• [Exercise prompt]: Copy each line from the records below in which the word "canvas" is found.

• [Material for the task]:
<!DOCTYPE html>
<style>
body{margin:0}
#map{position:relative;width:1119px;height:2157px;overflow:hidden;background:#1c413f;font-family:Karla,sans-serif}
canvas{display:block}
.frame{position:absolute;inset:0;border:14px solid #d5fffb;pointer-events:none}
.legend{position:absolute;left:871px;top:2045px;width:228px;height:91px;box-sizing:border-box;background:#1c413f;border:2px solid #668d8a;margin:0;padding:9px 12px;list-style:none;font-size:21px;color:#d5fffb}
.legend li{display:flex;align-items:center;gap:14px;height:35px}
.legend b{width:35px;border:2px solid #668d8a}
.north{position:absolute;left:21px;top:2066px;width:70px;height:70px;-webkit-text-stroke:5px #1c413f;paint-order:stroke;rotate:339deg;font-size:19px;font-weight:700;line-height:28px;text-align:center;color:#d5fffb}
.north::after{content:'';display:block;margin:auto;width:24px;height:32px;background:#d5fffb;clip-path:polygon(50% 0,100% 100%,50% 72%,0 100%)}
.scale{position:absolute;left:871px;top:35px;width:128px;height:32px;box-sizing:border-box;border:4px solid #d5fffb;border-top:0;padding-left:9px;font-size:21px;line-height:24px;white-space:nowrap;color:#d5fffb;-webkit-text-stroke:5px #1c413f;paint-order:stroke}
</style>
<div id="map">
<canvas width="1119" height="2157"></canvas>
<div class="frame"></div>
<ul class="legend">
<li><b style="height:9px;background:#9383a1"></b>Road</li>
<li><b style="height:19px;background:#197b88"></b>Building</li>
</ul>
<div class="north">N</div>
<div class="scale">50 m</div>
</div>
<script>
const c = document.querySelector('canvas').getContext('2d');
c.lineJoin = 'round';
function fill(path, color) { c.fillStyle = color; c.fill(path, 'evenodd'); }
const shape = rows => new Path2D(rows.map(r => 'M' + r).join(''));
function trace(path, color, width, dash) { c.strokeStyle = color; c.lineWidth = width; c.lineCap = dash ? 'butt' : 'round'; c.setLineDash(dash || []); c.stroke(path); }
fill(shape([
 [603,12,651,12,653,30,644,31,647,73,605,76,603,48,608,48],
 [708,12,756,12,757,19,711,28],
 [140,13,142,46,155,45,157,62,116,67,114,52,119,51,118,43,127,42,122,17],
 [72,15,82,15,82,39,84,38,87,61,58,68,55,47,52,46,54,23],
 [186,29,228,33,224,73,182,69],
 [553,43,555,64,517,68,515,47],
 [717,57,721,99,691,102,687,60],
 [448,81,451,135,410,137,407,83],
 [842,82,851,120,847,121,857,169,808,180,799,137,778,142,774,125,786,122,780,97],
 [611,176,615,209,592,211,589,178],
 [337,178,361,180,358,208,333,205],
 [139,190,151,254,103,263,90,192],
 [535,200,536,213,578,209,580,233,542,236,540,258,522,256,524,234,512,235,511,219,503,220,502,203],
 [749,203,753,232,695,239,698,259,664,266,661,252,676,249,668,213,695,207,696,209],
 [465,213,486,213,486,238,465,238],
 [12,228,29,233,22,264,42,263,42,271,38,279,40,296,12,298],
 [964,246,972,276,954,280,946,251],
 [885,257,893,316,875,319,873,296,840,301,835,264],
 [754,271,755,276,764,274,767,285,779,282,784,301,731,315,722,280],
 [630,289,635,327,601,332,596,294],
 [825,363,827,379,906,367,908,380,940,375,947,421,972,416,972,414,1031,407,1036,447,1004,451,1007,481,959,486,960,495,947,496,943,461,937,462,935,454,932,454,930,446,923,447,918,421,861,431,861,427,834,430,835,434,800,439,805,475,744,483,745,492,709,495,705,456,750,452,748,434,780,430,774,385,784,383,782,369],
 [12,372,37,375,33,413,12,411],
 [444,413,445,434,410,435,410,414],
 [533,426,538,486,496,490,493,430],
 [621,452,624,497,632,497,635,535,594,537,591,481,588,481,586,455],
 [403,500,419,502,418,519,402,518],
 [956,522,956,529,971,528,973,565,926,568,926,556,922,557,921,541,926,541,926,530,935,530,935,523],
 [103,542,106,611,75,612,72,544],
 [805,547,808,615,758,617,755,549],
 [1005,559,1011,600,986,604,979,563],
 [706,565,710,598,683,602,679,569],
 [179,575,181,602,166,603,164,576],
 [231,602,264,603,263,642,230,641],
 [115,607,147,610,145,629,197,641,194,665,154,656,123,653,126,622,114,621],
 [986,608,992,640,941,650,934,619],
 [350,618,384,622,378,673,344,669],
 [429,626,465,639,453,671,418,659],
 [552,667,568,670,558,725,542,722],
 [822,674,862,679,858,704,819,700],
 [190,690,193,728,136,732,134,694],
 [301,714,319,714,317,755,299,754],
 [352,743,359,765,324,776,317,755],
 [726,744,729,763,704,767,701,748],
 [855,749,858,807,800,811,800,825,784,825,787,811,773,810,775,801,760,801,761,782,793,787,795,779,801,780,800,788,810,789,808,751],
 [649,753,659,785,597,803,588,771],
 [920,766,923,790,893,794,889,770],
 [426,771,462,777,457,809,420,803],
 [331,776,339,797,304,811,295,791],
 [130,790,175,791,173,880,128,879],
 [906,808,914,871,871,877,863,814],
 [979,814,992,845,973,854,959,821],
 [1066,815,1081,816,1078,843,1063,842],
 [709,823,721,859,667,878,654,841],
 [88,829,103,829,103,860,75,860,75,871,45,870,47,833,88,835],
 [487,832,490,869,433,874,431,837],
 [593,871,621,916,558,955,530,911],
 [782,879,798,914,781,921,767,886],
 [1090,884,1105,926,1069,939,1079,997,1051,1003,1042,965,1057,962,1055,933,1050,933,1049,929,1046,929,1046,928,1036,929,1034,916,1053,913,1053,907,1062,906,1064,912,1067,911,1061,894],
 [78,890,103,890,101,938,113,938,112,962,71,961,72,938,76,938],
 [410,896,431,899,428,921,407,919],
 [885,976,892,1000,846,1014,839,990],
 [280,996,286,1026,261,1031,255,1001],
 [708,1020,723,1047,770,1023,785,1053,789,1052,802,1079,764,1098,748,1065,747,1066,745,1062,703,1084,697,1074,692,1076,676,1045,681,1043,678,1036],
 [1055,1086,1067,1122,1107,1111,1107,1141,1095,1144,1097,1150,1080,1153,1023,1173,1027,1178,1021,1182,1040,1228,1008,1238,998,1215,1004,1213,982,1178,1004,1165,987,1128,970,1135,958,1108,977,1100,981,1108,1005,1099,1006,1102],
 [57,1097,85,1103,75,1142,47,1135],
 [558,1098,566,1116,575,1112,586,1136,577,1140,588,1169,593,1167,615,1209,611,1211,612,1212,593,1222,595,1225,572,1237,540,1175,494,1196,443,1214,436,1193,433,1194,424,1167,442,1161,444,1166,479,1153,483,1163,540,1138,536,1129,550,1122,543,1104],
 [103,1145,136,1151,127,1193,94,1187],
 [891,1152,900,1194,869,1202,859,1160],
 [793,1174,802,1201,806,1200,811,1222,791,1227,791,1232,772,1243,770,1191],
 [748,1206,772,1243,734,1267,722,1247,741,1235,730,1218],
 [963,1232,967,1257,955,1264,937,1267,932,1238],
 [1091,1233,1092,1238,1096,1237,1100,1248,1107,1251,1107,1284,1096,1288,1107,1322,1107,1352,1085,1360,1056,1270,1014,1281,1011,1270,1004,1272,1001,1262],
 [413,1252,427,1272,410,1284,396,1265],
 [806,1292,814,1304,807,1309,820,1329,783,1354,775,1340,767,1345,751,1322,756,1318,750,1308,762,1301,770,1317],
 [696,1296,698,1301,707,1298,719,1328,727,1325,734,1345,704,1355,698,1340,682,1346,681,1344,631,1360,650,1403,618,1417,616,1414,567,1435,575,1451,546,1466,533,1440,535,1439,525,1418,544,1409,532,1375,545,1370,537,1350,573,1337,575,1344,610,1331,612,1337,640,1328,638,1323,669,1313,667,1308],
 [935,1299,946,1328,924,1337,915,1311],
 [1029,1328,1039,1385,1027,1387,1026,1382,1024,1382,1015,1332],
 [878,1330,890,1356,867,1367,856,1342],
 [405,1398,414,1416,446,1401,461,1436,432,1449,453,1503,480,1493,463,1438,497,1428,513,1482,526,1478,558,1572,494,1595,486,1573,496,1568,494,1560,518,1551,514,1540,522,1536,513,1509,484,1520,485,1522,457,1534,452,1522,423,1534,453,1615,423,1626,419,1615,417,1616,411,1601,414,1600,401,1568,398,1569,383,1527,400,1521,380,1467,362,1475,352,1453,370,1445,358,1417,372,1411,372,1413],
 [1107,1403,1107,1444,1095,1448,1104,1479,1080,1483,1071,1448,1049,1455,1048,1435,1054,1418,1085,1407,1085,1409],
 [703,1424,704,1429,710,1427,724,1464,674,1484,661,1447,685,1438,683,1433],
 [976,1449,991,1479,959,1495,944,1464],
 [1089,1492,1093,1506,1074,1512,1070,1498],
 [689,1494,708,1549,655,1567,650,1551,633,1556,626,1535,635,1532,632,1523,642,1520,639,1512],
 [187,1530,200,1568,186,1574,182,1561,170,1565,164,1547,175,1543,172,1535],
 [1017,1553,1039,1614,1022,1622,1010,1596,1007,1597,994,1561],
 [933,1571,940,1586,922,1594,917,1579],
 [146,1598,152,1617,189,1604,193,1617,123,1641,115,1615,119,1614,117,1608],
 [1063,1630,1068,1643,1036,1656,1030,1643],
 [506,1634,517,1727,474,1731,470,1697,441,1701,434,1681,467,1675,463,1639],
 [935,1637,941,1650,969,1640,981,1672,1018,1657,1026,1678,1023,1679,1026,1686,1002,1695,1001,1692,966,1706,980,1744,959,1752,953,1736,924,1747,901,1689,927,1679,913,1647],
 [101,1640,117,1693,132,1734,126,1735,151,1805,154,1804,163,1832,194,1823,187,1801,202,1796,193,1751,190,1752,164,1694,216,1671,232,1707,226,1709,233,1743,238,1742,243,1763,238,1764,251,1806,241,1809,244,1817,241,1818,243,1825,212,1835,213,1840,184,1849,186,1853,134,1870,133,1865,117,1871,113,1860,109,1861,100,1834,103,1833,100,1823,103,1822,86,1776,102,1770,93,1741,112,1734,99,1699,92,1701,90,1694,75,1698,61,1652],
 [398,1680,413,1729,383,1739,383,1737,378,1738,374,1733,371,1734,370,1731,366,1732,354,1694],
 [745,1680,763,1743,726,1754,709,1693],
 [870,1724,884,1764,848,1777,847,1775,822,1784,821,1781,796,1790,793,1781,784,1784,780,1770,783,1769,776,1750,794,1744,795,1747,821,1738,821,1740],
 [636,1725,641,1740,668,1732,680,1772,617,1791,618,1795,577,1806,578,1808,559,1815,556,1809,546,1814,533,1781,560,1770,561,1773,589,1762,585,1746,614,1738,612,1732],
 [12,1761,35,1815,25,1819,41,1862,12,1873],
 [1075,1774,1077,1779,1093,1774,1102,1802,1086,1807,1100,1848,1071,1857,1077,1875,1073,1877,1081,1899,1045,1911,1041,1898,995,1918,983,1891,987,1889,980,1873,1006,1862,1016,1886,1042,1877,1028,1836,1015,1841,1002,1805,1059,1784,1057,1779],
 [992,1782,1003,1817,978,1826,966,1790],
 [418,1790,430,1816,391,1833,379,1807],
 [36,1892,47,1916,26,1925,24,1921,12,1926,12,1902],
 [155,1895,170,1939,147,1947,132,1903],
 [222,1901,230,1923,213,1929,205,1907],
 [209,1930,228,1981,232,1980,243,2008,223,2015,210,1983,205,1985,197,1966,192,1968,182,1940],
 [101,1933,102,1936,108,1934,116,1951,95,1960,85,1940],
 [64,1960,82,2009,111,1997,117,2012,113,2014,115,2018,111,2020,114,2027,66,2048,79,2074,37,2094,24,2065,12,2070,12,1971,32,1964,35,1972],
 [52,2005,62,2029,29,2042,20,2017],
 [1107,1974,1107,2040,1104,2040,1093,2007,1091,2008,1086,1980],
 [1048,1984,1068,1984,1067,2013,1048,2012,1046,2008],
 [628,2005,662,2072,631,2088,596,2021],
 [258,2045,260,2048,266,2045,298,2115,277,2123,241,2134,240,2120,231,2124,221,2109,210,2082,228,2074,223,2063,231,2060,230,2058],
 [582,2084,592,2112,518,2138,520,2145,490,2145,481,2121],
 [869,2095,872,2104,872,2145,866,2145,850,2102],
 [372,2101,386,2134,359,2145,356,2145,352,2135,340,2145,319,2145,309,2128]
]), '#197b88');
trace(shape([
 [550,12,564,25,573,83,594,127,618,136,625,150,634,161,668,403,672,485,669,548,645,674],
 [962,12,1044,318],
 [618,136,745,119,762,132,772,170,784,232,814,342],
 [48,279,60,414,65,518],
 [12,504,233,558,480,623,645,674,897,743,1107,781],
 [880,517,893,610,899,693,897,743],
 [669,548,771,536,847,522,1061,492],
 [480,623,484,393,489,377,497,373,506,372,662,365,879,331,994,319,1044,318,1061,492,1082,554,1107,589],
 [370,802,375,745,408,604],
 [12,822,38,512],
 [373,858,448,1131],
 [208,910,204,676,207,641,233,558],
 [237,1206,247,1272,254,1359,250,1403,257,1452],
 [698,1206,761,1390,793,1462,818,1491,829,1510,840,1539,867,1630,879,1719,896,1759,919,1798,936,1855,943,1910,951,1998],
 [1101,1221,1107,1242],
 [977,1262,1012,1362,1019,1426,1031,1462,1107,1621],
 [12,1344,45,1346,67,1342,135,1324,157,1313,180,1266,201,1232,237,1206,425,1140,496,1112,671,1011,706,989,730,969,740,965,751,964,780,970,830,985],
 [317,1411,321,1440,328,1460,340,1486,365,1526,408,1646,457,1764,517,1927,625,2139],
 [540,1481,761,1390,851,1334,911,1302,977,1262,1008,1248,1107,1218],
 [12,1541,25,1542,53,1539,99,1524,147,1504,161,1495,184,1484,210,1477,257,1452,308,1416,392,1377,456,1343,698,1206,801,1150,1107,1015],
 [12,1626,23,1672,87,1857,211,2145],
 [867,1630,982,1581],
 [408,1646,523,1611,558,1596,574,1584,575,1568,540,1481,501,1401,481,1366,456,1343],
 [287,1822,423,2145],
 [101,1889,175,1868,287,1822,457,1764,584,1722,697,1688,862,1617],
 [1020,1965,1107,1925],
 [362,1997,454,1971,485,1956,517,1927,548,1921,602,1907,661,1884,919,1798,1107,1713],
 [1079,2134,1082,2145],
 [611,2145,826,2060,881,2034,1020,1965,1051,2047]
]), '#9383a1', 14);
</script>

• [Task solution]:
canvas{display:block}
<canvas width="1119" height="2157"></canvas>
const c = document.querySelector('canvas').getContext('2d');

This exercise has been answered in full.